Maintenant grand-père, j'ai rejoué ce rituel avec ma petite fille. Supplice auquel elle voulut aussi me soumettre et qui, certaines odeurs favorisant la résurgence de vieux souvenirs, me rappela la mésaventure d"un artiste "émergent" qui, dans les années soixante entoilait, dans le style comics américains aux coloris psychédéliques, des Apollon, des Beaux Brummel et des Superman volant au secours de Vénus aussi éplorées que dévoilées. Lui-même, il est vrai, était un beau blond aux yeux bleus, particulièrement fier de la finesse de son appendice nasal auquel la gent féminine ne pouvait, pensait-il, que difficilement résister.

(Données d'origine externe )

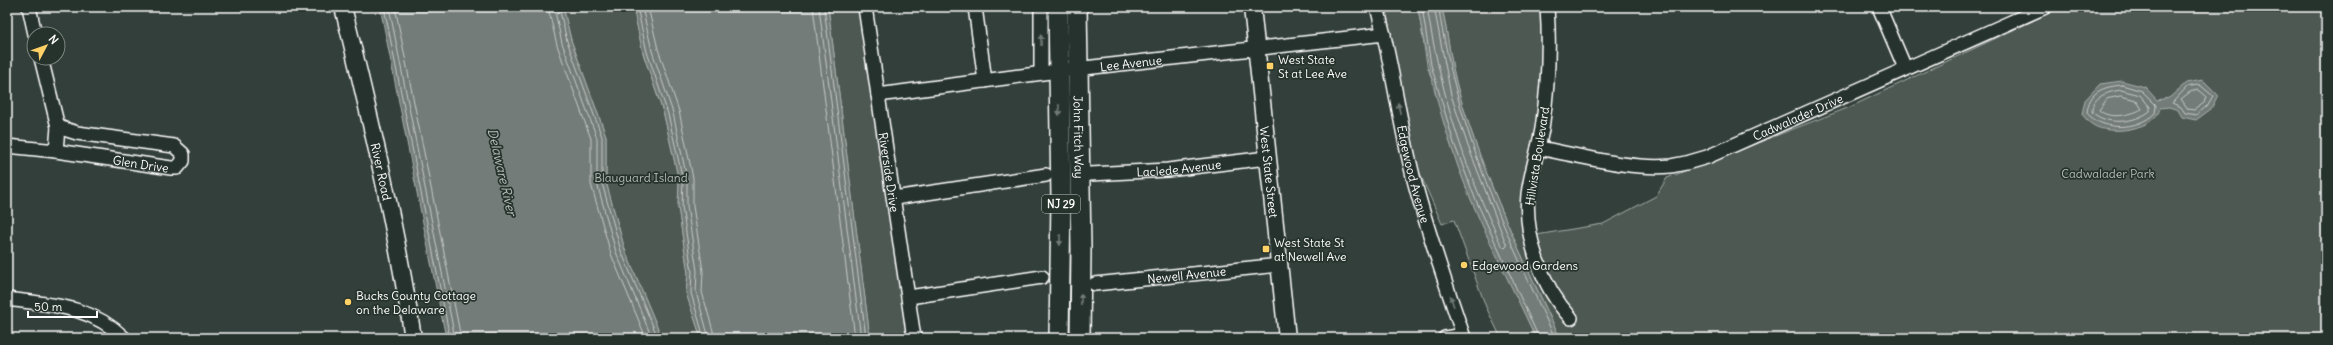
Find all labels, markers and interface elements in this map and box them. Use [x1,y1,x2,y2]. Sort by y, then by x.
north arrow [26,26,66,66]
text: N [46,32,61,47]
one-way arrow [1038,33,1044,46]
street label: Lee Avenue [1099,52,1163,74]
place label: West State St at Lee Ave [1278,52,1347,81]
marker: West State St at Lee Ave [1265,61,1275,71]
street label: Cadwalader Drive [1750,90,1845,143]
street label: John Fitch Way [1071,95,1087,179]
one-way arrow [1395,102,1401,115]
one-way arrow [1055,104,1062,116]
street label: Hillvista Boulevard [1522,106,1552,206]
street label: Edgewood Avenue [1395,124,1433,225]
street label: West State Street [1257,126,1282,219]
water label: Delaware River [484,127,521,219]
street label: Riverside Drive [876,131,903,213]
street label: River Road [368,141,395,202]
street label: Glen Drive [112,152,170,175]
street label: Laclede Avenue [1136,156,1222,179]
park label: Cadwalader Park [2061,166,2155,181]
park label: Blauguard Island [594,170,688,185]
road number: NJ 29 [1042,195,1080,213]
one-way arrow [1057,234,1064,246]
place label: West State St at Newell Ave [1274,235,1346,264]
marker: West State St at Newell Ave [1261,244,1271,254]
place label: Edgewood Gardens [1472,258,1578,273]
marker: Edgewood Gardens [1459,260,1469,270]
street label: Newell Avenue [1146,263,1227,286]
place label: Bucks County Cottage on the Delaware [356,288,476,317]
one-way arrow [1078,292,1084,305]
scale bar [28,293,97,319]
one-way arrow [1448,295,1454,307]
marker: Bucks County Cottage on the Delaware [343,297,353,307]
text: 50 m [34,299,63,314]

Invité à un réveillon de nouvel an traditionnellement bien arrosé, il s'y pavanait comme un coq au milieu de ses poulettes. Un chien aussi était de la fête avec lequel notre Pinocchio, en quête peut-être de plus révolutionnaires manières de prendre son pied, s'était mis à danser puis dont il massa la verge. Ce qu'il fit avec un tel doigté que le cabot, dans l'émoi de l'éjaculation, le remercia en lui mordant et arrachant le nez. D'urgence, l'amputé fut ambulancé à l’hôpital où le médecin de service sutura la plaie du mieux qu'il put, c'est à dire assez mal puisqu'il lui manquait la pièce maitresse... que l'on retrouva, déchet nécrosé et racrapoté parmi les confettis, serpentins et bouchons de champagne, le lendemain de la veille.

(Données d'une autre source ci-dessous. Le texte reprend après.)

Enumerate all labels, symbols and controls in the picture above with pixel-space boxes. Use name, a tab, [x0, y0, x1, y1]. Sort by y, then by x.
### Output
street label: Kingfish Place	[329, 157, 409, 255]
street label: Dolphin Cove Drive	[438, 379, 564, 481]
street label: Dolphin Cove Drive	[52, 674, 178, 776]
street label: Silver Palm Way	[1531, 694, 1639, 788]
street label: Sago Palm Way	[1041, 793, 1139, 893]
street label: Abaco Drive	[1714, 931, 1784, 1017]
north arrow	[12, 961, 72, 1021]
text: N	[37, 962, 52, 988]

Certes le brave ne pouvait prétendre au statut de gueule cassée mais, obsédé en tant qu'homme de l'art et homme à femmes par l'idéale beauté, il n'osa plus s'afficher, devint agoraphobe, s'isola dans des paradis artificiels, passa sous la coupe de dealers qui ravalèrent sa production artistique au niveau de chromos pour Petite rue des Bouchers, l'acculèrent à la ruine pour s'exiler ... là où nous nous retrouverons tous, beaux crânes sans nez respirant peu ou prou une odeur de sainteté

  

Question : Est-ce dans la même pieuse intention que les chrétiens brisaient la verge des Dionysos ithyphalliques?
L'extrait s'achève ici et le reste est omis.